Malgré tout, l’expertise sénégalaise est reconnue et souvent sollicitée dans la sous-région. En atteste Babylas, qui est le régisseur général du Circuit Manding. Il s’agit d’un jumelage entre 4 festivals d'Afrique de l’ouest : le Masa d’Abidjan et le Djeguele Festival de Boundiali (Côte d’Ivoire), les Nuits Atypiques de Koudougou (Burkina Faso), et le festival sur le fleuve Niger de Ségou (Mali). Sachant que les équipements de qualité se font désirer en Afrique, cette organisation a acquis un matériel de Son et Lumières haut de gamme qu’il met à disposition de chaque festival. Ce qui permet d’attirer de grands artistes qui refusent de se produire sur du matériel de moindre qualité. Mais aussi de faire bénéficier les talents locaux de scènes parmi les plus performantes au monde.

Des festivals, il en existe au Sénégal : le Festival International de Jazz de Saint-Louis,  Festival Africa Fête, le Festival International de Folklore et de Percussion (FESFOP)​​​, Les Blues du Fleuve de l’artiste Baaba Maal, entre autres. Mais ils sont loin d’avoir les impacts notés par les autres modèles de la sous-région sur leurs communautés.  

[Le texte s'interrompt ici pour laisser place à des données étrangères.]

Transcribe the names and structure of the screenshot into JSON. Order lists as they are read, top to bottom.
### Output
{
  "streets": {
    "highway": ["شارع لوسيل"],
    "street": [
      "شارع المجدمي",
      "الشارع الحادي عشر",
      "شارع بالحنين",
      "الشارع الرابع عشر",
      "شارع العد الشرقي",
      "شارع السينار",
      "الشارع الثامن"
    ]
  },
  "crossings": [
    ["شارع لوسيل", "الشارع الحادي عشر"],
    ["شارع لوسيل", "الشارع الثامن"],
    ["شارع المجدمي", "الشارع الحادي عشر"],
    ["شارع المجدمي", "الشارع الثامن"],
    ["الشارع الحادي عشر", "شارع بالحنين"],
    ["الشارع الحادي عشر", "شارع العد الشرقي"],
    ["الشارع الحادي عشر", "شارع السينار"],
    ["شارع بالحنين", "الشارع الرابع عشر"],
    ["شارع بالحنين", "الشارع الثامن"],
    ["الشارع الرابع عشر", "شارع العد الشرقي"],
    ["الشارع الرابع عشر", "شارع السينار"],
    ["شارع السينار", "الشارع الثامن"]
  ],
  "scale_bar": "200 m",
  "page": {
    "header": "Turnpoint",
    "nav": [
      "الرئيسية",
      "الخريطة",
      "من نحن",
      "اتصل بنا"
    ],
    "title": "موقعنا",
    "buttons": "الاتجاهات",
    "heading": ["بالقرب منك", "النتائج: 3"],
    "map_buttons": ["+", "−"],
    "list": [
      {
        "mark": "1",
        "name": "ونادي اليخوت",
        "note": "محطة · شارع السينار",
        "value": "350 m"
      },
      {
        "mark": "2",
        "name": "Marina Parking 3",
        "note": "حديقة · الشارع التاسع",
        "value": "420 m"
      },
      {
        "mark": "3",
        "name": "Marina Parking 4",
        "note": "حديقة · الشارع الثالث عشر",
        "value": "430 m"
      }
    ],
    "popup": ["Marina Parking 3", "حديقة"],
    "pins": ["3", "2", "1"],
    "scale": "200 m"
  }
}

Les retombés ne se confinent pas qu’au secteur culturel. Ces festivals se font, pour certains, loin des capitales. C’est le cas de Koudougou, de Ségou. Cela ne les empêche pas de drainer du monde et de tenir plusieurs activités en marge des prestations musicales. Cela concerne le tourisme, le commerce, les activités sociales.  En Côte d’Ivoire, la Fondation Magic System du célèbre groupe de musique du même nom, a construit 6 écoles publiques où l’éducation est gratuite. Le tout à travers les retombés de son festival des musiques urbaines d'Anoumabo (FEMUA). D’ailleurs, la 13ème édition, tenue du 7 au 12 septembre 2021, a consacré le Sénégal comme pays invité d’honneur.

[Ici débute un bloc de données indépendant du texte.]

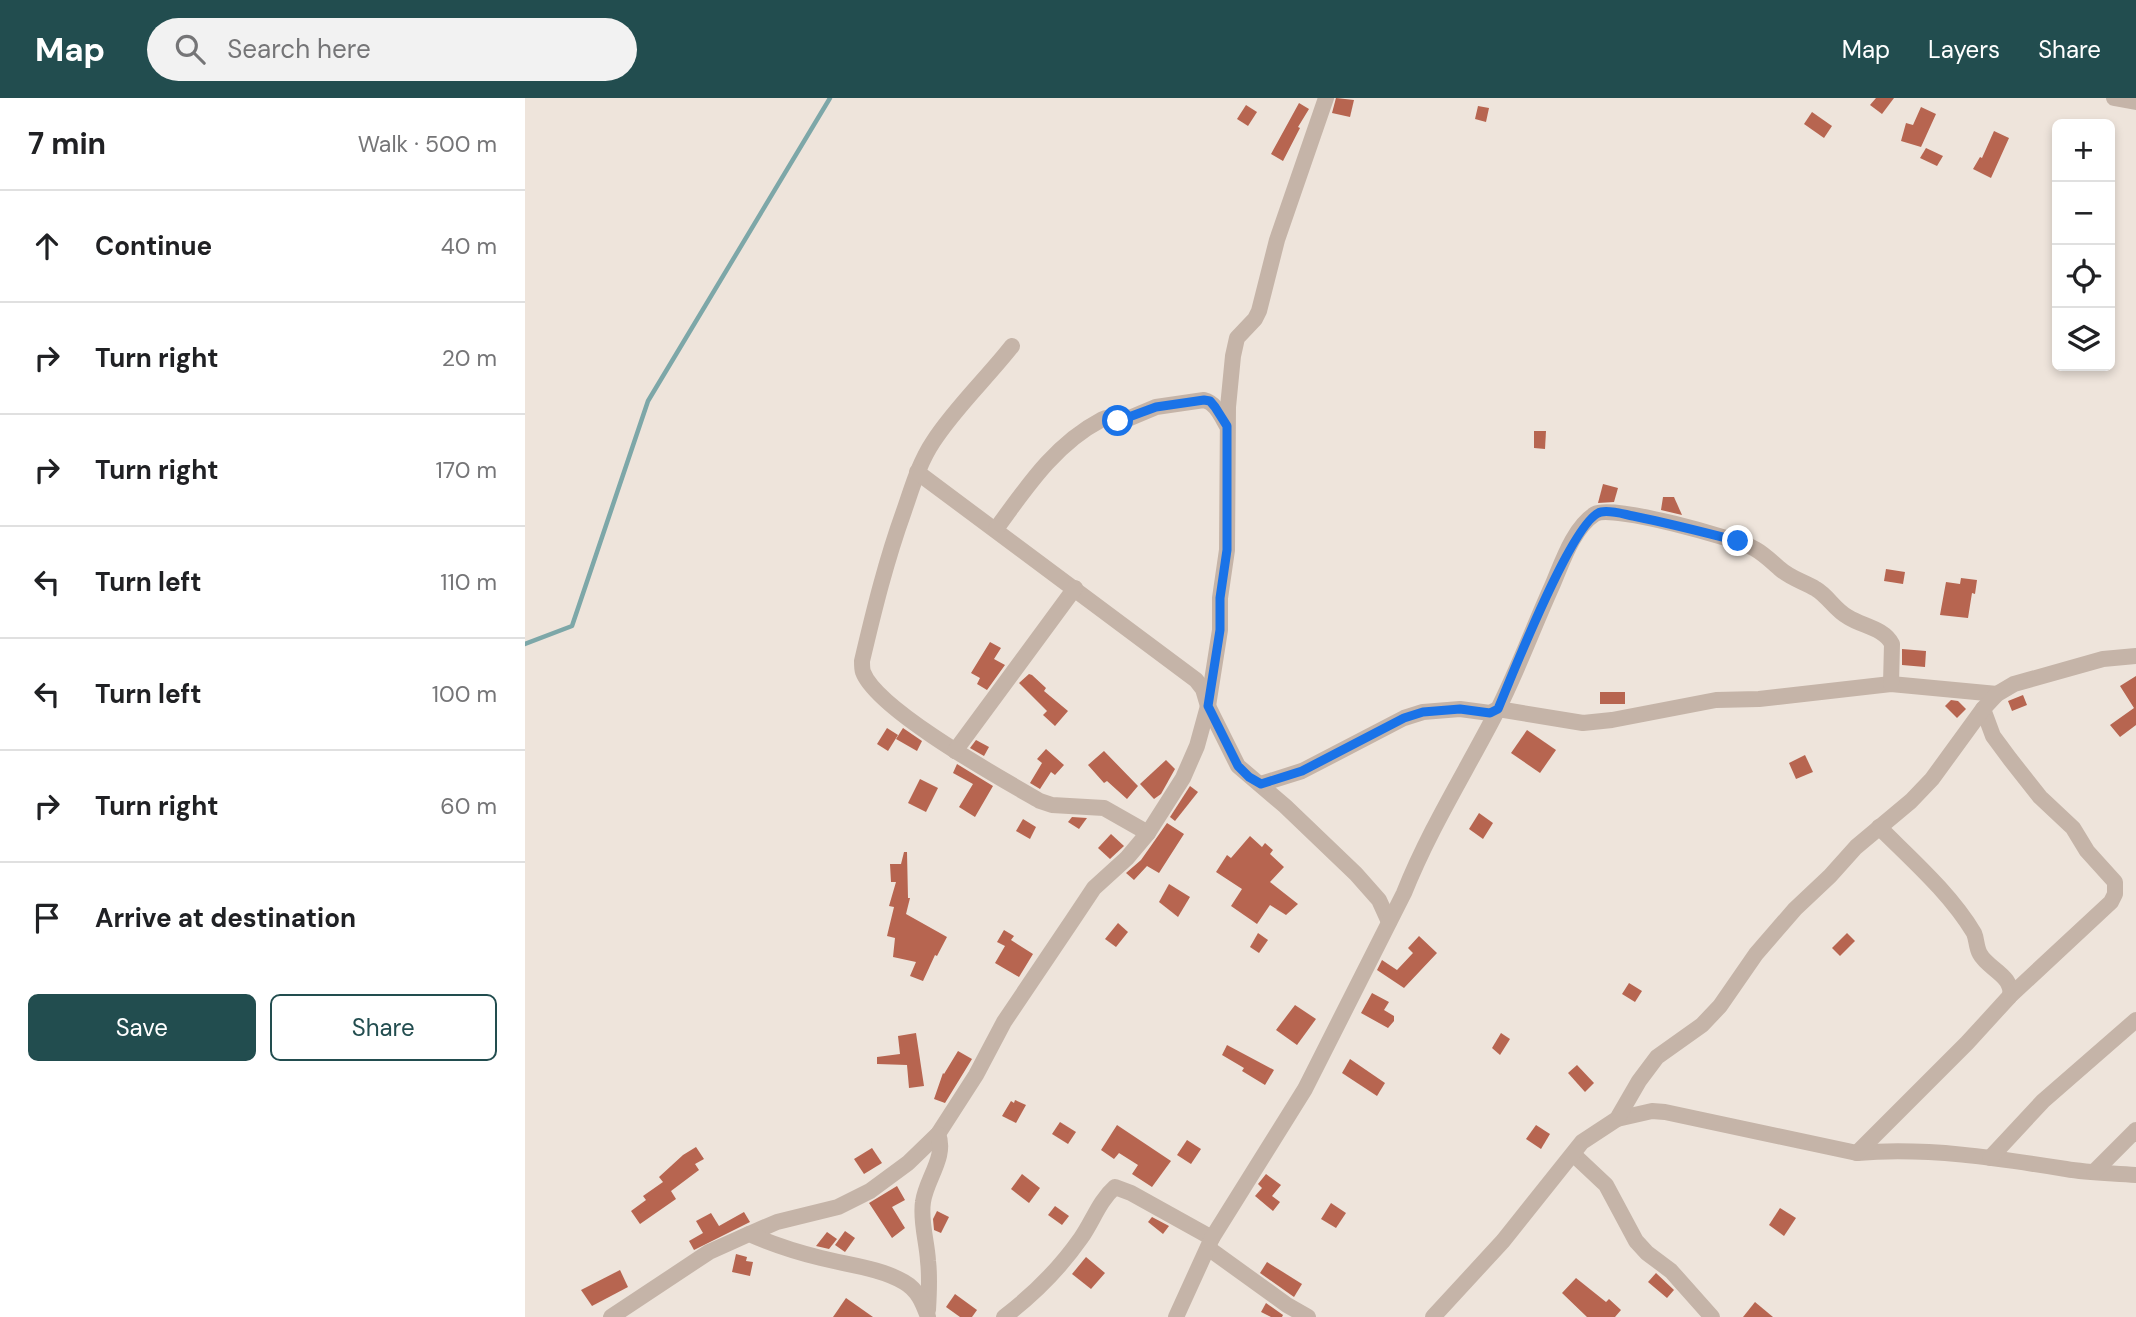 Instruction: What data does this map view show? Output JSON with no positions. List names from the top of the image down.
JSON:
{
  "page": {
    "header": "Map",
    "search": "Search here",
    "nav": ["Map", "Layers", "Share"],
    "heading": ["7 min", "Walk · 500 m"],
    "map_buttons": ["+", "−"],
    "list": [
      ["Continue", "40 m"],
      ["Turn right", "20 m"],
      ["Turn right", "170 m"],
      ["Turn left", "110 m"],
      ["Turn left", "100 m"],
      ["Turn right", "60 m"],
      "Arrive at destination"
    ],
    "buttons": ["Save", "Share"]
  }
}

Six écoles construites par Magic System en Côte d’ivoire, grâce au FEMUA

Pour arriver à de tels résultats au Sénégal, Babylas invite les autorités publiques à établir un agenda culturel annuel, de sorte que l’on puisse planifier tous les grands évènements dans le temps et agir en conséquence. Il faudrait également disposer d’un matériel haut de gamme en Son et Lumières. Et surtout, « ne pas tout attendre de l’Etat. Le spectacle son et lumière est un business sur lequel les hommes d'affaires doivent investir. Les gros moyens attirent les grands artistes et, par ricochet, les gros publics. Il faut que des poids lourds se mettent ensemble pour développer les infrastructures hôtelières qui vont avec ».   

Pour une meilleure diffusion de la musique au Sénégal, le Coordonnateur artistique du projet Deedo, une division du label Def Jam Africa estime nécessaire d’éduquer le public. Lui faire comprendre que les prestations musicales ne peuvent pas être tout le temps gratuites. Il y a beaucoup de travail derrière chaque album, chaque concert. Les acteurs de l’industrie musicale doivent aussi jouer le jeu. « Que ceux qui organisent soient également professionnels. Les concerts commencent à une heure précise et se terminent dans le temps imparti. Pour une salle de 1 800 places, on ne peut pas vendre 4 000 billets et laisser les spectateurs se débrouiller », conseille-t-il.  

En tant qu’Africain, Babylas se réjouit toujours de voir des frères de différentes nationalités travailler sur le circuit mandingue. Des exemples assez rares sur la scène de valeur culturelle sénégalaise. Même si de plus en plus, les artistes sénégalais s’ouvrent à d’autres genres musicaux et brisent le monopole du Mbalakh.